A questo si aggiunge un assegno non superiore a tre volte il trattamento minimo, ovvero circa 1.617 euro al mese nel 2025. Ma non è detto che la pensione a 64 anni venga estesa a tutti i lavoratori.
Negli ultimi mesi sono emerse varie proposte, tra cui la Quota 41 flessibile, che prevede l’uscita a 62 anni con 41 anni di contributi, ma con condizioni differenti rispetto all’attuale Quota 103.
Non si tratterebbe di un ampliamento, ma piuttosto di un meccanismo con nuove penalizzazioni sull’assegno rispetto alla pensione ordinaria.
Un’altra ipotesi è l’utilizzo del TFR accantonato presso l’INPS come “ponte” di anticipo per integrare il trattamento pensionistico, permettendo ai lavoratori di maturare il requisito minimo per la pensione.
Una soluzione penalizzante per i lavoratori con carriere discontinue e pensioni contenute. Difatti, queste nuove regole, se adottate, metterebbero in crisi non poche persone escluse dal sistema, costrette a lavorare fino al perfezionamento del diritto alla pensione di vecchiaia: ovvero 67 anni e 3 mesi, o 71 anni e 3 mesi (con adeguamento ISTAT dal 2027).
Effettivamente si tratta di ipotesi ancora al vaglio del Governo. Il legislatore si trova oggi di fronte a decisioni che cambieranno l’uscita dal lavoro nel prossimo biennio, per non dire nel lungo periodo. Ed è viva la discussione sulle nuove regole previdenziali, soprattutto da parte di chi si trova a un passo dal pensionamento e rischia di dover accantonare i propri progetti per via dell’introduzione di nuovi vincoli orientati alla stabilità dei conti pubblici.
Sì, ma non è tutto. La pensione anticipata a 64 anni, così come pensata, andrebbe a favore dei lavoratori con carriere stabili, solide e interamente contributive.

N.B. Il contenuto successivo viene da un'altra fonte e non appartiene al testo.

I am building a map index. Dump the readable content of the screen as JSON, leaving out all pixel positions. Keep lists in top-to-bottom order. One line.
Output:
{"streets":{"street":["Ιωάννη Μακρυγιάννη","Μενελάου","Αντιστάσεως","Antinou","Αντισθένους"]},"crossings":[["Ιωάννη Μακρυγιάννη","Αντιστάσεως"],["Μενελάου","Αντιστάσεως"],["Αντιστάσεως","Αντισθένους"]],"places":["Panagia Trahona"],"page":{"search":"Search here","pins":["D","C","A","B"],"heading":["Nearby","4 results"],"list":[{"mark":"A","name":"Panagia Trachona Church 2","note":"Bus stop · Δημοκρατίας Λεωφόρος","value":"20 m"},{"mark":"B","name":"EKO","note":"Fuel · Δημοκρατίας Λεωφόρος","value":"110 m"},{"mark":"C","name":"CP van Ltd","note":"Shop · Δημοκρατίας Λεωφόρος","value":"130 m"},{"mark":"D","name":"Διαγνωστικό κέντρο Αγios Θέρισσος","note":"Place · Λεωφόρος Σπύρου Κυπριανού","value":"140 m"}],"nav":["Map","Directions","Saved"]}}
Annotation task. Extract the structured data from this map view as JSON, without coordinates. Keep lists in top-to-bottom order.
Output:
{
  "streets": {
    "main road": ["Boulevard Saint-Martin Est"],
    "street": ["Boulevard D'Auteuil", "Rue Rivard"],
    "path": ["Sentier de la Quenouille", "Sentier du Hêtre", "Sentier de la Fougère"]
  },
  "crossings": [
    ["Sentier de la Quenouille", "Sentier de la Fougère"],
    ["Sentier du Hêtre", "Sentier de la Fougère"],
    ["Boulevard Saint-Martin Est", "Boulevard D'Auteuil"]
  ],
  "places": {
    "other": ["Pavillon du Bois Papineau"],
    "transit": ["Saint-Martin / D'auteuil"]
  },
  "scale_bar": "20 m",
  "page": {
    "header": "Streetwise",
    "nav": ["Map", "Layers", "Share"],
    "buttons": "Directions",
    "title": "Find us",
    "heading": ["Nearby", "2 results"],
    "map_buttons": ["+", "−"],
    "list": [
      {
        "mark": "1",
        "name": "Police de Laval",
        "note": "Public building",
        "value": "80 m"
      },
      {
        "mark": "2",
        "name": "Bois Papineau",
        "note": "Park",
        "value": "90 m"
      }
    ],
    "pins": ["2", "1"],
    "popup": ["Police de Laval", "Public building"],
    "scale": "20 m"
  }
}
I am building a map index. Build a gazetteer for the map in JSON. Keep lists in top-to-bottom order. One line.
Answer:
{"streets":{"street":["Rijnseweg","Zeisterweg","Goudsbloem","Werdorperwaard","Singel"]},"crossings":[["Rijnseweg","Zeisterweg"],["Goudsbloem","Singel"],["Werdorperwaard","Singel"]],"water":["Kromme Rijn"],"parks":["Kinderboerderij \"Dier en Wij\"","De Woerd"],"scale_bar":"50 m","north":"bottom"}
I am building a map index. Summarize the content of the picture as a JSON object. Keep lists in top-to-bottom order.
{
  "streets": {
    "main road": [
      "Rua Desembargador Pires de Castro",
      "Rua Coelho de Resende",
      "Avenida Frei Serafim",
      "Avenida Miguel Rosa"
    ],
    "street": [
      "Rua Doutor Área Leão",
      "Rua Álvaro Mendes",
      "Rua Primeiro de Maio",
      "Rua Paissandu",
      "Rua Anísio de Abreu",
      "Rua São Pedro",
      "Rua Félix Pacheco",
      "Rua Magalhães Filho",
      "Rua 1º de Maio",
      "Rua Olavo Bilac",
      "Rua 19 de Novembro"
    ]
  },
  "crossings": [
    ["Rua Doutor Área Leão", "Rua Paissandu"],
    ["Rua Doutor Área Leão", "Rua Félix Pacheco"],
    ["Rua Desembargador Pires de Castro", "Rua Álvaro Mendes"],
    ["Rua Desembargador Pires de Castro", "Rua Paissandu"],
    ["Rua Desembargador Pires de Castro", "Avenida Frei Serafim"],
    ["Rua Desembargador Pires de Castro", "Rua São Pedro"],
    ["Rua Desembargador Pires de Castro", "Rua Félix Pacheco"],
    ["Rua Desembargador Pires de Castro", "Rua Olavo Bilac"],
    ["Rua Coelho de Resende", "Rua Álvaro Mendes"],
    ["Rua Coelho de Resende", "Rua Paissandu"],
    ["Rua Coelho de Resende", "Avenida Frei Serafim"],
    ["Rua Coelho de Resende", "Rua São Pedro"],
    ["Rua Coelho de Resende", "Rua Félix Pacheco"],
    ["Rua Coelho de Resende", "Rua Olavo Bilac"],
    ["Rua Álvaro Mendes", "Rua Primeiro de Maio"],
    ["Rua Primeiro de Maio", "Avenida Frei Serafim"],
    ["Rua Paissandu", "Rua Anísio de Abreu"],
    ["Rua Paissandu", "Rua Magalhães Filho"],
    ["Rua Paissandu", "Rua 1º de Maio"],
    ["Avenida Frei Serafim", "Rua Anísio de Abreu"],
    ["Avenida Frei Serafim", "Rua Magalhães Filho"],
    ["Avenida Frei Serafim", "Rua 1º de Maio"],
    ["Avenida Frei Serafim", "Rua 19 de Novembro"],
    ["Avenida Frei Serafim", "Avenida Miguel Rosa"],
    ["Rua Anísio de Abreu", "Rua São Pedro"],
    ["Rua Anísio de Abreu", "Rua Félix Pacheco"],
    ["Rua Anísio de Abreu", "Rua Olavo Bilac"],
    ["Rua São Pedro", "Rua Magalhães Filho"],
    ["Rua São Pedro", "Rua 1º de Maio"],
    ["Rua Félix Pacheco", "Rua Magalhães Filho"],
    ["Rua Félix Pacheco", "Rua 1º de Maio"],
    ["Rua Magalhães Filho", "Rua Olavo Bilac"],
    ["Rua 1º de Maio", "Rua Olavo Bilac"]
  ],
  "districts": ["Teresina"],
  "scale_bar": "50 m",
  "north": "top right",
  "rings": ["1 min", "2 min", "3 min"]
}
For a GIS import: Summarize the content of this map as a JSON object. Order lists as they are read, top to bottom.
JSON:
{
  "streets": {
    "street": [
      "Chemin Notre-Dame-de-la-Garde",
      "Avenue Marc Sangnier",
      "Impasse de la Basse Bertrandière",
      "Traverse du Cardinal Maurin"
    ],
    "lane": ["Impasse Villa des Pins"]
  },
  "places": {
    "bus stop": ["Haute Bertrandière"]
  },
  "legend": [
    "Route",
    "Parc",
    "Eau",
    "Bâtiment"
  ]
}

Non è trascurabile il fatto che il legislatore richieda 25 anni di contributi e un assegno di almeno tre volte il trattamento minimo vitale. In pratica, anche con 64 anni e 25 anni di contributi, senza raggiungere l’importo soglia, l’INPS non rilascia il trattamento, e l’unica opzione è quella di lavorare fino a 67 o 71 anni, senza adeguamento.
Dal 2030, le condizioni previdenziali tenderanno a diventare più selettive, con un rialzo del requisito contributivo a 30 anni e dell’importo minimo a 3,2 volte il trattamento minimo vitale.